What it is
One teaspoon of healthy soil holds more organisms than people on earth.
Billions of bacteria. Kilometres of fungal hyphae. Protozoa grazing the water films. Nematodes hunting in pore spaces. Mites, springtails, beetle larvae.
This is a literal food chain, working in the dark.
The primary loop. Bacteria and fungi break down dead plant matter. Protozoa and bacterial-feeding nematodes eat the bacteria, releasing nitrogen as ammonium and nitrate at the root zone. The microbial loop delivers more nitrogen than any bag of fertiliser.
Predatory nematodes, centipedes, and ground beetles keep every trophic level in check.
Why synthetic fertiliser breaks it
Apply a salt fertiliser and you skip the web. Nutrients hit the plant directly.

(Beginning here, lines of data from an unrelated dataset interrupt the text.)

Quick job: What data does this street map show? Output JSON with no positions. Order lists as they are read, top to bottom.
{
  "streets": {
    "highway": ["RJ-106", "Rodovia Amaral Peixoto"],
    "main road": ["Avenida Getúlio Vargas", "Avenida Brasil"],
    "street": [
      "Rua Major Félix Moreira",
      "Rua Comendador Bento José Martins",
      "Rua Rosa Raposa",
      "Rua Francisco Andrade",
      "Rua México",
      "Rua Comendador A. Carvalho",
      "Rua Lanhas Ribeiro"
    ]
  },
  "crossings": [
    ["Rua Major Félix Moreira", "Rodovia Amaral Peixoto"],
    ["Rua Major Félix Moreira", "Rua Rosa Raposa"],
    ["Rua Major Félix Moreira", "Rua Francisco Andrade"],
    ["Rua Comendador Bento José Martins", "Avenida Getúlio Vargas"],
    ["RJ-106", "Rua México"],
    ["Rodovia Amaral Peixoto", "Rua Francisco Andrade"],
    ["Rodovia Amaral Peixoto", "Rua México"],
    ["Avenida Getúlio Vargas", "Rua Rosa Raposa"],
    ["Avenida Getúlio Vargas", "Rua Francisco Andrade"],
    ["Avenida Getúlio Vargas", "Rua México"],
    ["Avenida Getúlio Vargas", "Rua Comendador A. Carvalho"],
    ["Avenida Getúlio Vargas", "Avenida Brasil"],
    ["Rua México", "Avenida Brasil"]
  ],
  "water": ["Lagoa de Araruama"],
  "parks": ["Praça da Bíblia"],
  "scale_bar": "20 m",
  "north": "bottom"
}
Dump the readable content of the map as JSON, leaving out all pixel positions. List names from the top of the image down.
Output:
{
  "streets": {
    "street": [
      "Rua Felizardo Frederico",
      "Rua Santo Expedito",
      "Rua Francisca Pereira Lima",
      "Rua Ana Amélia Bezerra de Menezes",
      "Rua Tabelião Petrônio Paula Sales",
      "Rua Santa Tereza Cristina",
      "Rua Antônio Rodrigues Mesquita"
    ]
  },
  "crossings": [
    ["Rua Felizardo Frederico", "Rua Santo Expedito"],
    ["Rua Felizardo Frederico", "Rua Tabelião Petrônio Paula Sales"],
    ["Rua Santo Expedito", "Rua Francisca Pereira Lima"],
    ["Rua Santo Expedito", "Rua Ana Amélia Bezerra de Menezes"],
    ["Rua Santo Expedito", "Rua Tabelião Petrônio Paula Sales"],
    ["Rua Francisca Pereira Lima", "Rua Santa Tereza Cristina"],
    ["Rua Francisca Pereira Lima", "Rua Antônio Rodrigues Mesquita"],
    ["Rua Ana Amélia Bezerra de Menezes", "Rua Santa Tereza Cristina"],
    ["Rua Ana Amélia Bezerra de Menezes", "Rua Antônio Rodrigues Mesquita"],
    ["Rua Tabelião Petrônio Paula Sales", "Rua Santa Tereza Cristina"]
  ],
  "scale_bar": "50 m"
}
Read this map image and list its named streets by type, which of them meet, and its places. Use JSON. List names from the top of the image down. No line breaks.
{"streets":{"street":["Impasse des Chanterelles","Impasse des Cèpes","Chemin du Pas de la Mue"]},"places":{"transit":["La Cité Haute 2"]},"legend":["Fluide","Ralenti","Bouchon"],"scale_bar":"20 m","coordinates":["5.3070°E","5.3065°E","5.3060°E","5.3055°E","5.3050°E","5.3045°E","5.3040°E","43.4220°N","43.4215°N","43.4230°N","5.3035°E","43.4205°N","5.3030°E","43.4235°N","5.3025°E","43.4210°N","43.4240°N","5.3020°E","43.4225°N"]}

Short term: it works. Long term: the organisms that build structure starve. The web collapses. You become dependent on the next bag.
No-dig gardening and composting feed the web instead of bypassing it. That is the whole game.
Bacteria or fungi: read the ratio
The bacterial-to-fungal ratio tells you where a soil sits in succession.
Bacterial soils. Young, tilled, annual cropland. Bacteria favour nitrate, cycle fast, and support grasses, brassicas, and most vegetables. A well-composted no-dig bed lands here on purpose.
Fungal soils. Forest floors. Stable, undisturbed, carbon-rich. Fungi favour ammonium, cycle slowly, and form the mycorrhizal partnerships that native oaks and food forests require. A mature forest soil runs 10:1 fungal to bacterial or higher.
To plant trees on old cropland, shift the ratio. Woody mulch. No till. Inoculate with mycorrhizal fungi. Start with pioneer species that build fungal networks.
Build it
Three rules. Feed it. Stop killing it. Wait.
Feed it. Add organic matter every year. Compost, mulch, leaf mould, chop-and-drop, cover crop residues. Rotate the inputs. A garden fed only one mulch grows a thinner web than one that sees four.
Stop killing it. Tillage shreds hyphae. Salt fertiliser desiccates microbes. Fungicides and broad-spectrum insecticides flatten whole trophic levels. Compaction suffocates the aerobes. Every shortcut simplifies the web.
Wait. Biology rebuilds slower than chemistry. Three to five years of consistent organic management shows clear gains. Ten years in, the transformation is obvious in your hand.
Plants drive the web
Roots are not passive straws. Plants secrete exudates: sugars, amino acids, organic acids from the root tips.
Different exudates recruit different microbes. A phosphorus-deficient plant calls in phosphorus-solubilising bacteria. A plant under attack releases compounds that summon predatory nematodes and defensive fungi.
This is the deeper reason companion planting works. Two species with different exudate profiles assemble a richer microbial community than either alone. It is also why integrated pest management starts at the soil and not the leaf.
Every technique here, hugelkultur, reforestation, food forest design, wins or loses on whether it feeds the life under the surface.